Community Highlight: SUNY Oneonta’s Pandemic Diary Project

I had to stop what I was doing today to write this post. I had just been in touch with Ed Beck, Teaching, Learning & Technology Center (TLTC) Instructional Designer at SUNY Oneonta, about this coming contract term for their Domain of One’s Own instance. Ed shared a super cool project that has come to fruition over the last few months, and I am in awe. Before jumping into that, I wanted to quickly share a little bit about SUNY Oneonta’s Domain of One’s Own setup:

It is unique in that the server’s Single Sign On integration is actually managed at the state level so that all interested SUNY campuses can participate. Ed has been spearheading this project, SUNY Create, from SUNY Oneonta, and last year I held a workshop on their campus where educators from SUNY Geneseo and SUNY Oswego joined as well. We spent two days thinking about what this joint initiative will mean as a community, the ways in which campus admins would need to communicate through policies and support, how it could scale, and how admins might lean on each other along the way. They’ve been growing steadily over the last year, and I’m so excited to see how it builds.

Enter one of SUNY Oneonta’s latest projects: The Semester of Living Dangerously: A Pandemic Diary Project for Housebound Students, Faculty and Staff of SUNY Oneonta. As the title suggests, this is a pandemic diary project for the SUNY Oneonta community to share their stories, experiences, perspectives and reflections about living through the Coronavirus pandemic. The post contributions that I’ve read through are so genuine, raw, and descriptive.

Here is a small collection of favorites:

I’ll admit that I found myself getting a bit emotional reading through so many different posts. I recognized my internal struggles in some of this writing, while some voices shared experiences that hadn’t even occurred to me. This project does a beautiful job in making an isolated community (both inside and outside of Oneonta) feel just a little less alone and a little more understanding, courageous, and educated. I also love that the authors can stay anonymous if they choose.

In addition to the powerful content on the front end, Ed was kind enough to share how he brilliantly set up the backend. He began by pimping out a WordPress install with a miniOrange SAML 2.0 SSO plugin. While the free version of the SSO plugin doesn’t allow for a custom login page, Ed created a cool workaround by setting up a separate contribute button on the homepage. He reconstructed the SSO clickthrough URL to allow folks to authenticate with their campus Single Sign On and then be redirected back to a new post page in the WordPress dashboard. All logged in users are given a WordPress user account and granted a Contributor WordPress role. So. Good. (And very similar to some of the DoOO user role workflows!) I hope Ed writes more about this in the future blog post he’s promised me. :)

Ed is also using the free PublishPress Plugin to give users more editing power (i.e. uploading images). The Better Notifications for WP plugin has allowed Ed to customize the types of emails that are being sent out to users when they first register, create a post, and have their post approved. He also added the SMTP Plugin for WordPress, which makes the emails look like their coming from a @oneonta.edu address as opposed to a @wordpress.com address, which keeps the emails out of spam folders. Finally, Ed has the User Switching plugin running which allows WP admins to switch into the dashboard of a contributor and see what the end user sees (– another similarity to the DoOO dashboard, and super helpful for troubleshooting).

The collaborative efforts from the SUNY Oneonta History Department, Milne Library, and the TLTC are so inspiring. The archive of stories they have built will undoubtedly become only more invaluable with time. At the time of writing this, the Pandemic Diaries site has just over 100 entries from Oneonta students, faculty and staff.

2 Comments

  1. I really appreciate you documenting this project, I just finally had some time to go through it and it is really brilliant. What an amazing archive of a moment. The power of the web at its finest. I also love how this is in many ways a home-made SPLOT, so many elements of using the tool for a specific purpose to make things easier and better.

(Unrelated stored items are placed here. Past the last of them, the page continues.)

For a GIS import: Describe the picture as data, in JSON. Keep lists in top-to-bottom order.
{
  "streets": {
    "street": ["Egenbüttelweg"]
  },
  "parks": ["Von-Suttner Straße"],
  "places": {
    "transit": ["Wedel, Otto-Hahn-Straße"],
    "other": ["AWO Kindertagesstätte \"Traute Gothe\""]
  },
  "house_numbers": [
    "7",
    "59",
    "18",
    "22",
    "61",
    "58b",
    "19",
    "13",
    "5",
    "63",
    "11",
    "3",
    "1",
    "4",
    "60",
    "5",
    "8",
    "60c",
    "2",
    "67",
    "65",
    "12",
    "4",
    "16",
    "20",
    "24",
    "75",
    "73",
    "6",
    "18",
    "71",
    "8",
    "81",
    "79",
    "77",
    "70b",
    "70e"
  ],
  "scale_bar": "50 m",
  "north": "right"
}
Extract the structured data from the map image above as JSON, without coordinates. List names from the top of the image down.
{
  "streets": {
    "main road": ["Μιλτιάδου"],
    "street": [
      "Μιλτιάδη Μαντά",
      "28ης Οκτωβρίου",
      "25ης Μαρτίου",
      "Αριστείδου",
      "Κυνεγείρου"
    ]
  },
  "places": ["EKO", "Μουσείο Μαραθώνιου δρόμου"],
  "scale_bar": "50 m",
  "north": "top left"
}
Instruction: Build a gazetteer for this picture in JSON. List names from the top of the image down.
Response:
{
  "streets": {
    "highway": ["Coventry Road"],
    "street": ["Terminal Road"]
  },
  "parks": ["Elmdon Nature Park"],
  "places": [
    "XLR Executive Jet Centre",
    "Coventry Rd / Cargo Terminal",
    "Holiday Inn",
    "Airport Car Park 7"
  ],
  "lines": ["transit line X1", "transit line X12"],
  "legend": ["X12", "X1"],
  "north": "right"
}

    • I did another “homemade SPLOT” as Jim called it for another project. The biggest thing holding me back with the first implementation was not understanding the SSO enough. I don’t have the skills to set up a Shibboleth SP and use the same plugins that Reclaim does for the homepage, setting up keypairs and the metadata from the command line and then linking it to WordPress Shibboleth.

      https://globalcommons.sunycreate.cloud/

      I found OneLogin SAML SSO for WordPress to be a better fit. It gave me a GUI where I could manually enter different pieces of the metadata from my IdP team, and create my metadata through a series of checkboxes and dropdown menus. I’m excited for this, because it opens up a lot of doors, and I don’t have to Maguiver sign-on links because I’m too cheap to pay for the full version of the Mini-Orange SSO plugin that I used on my first attempt.